Since most studies on the relationship between UA and the risk of incident hypertension have been conducted on relatively younger employed adults with an average age of 30–40 years, mainly men, few studies have focused on age and sex regarding this association [21-26]. As far as we know, one cross-sectional study reported that age and sex might be involved in the association between UA and hypertension [27], and one large-scale longitudinal study suggested that the risk of UA -related incident hypertension was age- and gender-dependent [4]. This study has clinical significance in confirming whether this association is still valid in populations with different characteristics.

This study also has some limitations.
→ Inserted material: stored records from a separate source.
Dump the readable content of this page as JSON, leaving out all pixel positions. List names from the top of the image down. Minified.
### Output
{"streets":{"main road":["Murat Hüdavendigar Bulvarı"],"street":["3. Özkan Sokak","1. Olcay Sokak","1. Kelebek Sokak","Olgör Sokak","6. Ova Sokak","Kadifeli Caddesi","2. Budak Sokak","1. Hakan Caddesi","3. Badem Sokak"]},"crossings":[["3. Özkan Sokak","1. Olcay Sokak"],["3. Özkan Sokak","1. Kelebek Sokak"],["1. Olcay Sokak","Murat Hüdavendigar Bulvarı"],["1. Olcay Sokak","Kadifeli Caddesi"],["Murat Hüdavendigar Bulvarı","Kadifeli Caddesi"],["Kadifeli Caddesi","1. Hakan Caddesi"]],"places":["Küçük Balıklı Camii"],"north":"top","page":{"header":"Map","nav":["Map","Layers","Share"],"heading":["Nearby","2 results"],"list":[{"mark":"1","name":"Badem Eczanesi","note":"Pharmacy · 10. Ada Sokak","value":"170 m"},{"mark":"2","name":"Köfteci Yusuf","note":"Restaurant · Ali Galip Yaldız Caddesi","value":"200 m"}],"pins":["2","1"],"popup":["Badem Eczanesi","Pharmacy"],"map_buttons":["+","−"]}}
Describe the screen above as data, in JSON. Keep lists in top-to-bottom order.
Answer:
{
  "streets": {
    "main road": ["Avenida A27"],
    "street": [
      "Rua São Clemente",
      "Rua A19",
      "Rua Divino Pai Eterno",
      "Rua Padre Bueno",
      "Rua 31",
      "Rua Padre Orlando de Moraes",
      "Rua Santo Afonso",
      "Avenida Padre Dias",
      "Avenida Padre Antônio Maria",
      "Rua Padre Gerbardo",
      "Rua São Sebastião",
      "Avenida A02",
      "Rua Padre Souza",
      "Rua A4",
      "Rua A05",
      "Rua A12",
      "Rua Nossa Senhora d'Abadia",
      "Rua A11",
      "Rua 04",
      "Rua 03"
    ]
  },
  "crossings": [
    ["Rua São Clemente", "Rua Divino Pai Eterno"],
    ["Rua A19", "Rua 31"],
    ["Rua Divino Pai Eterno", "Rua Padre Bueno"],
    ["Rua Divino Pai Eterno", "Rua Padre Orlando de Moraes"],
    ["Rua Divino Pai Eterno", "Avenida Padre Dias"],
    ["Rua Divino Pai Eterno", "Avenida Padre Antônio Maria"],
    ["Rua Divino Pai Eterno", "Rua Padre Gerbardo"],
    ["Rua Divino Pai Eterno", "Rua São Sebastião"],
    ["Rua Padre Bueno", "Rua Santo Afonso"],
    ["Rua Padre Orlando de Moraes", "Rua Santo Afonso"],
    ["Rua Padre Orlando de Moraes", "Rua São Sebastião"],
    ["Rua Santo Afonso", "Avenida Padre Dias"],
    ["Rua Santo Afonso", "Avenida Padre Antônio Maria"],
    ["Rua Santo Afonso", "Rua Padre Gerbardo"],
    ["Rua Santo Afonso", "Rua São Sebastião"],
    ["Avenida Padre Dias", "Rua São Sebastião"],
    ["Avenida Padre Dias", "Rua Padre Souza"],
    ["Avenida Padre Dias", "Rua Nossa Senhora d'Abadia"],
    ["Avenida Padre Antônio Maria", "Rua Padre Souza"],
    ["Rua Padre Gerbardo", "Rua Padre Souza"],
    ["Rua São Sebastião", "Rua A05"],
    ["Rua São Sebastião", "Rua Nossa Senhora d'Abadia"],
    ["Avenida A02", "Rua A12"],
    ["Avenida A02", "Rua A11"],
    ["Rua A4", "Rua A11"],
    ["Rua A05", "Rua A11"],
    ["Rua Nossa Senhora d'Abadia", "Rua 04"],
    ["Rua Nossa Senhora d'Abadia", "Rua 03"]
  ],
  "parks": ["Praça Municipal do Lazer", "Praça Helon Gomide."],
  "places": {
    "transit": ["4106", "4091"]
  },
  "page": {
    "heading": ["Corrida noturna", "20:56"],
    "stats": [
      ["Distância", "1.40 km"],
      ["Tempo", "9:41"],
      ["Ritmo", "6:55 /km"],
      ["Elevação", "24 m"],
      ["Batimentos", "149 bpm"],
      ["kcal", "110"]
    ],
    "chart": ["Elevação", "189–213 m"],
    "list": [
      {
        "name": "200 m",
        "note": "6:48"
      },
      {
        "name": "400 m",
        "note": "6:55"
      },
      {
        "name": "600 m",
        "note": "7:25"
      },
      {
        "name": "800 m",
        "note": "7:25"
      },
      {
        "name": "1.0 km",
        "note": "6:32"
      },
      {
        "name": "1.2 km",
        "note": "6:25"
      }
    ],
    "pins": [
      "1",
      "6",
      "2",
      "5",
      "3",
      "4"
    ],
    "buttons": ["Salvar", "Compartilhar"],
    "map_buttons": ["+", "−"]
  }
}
As with urban-based cohort study, age groups limited to 40–70 years and residual confounders undermine the value of this study. Also, considering that the concentration of UA can be affected and changed by various environmental factors, the significance of the value at the single point is inevitably limited. Unlike the urban-based cohort, the relatively small number of sample sizes and shorter follow-up duration made it impossible to analyze at a same level to the previous study, so direct comparison between urban and rural areas was not possible.

Conclusions

Even in rural areas, non-elderly women were at a higher risk for UA-related incident hypertension. Age- and sex-dependent association of UA and incident hypertension is also valid in rural residents.

Additional file 1: Supplementary Table 1. Comparison of baseline characteristics between urban-based and rural-based cohorts.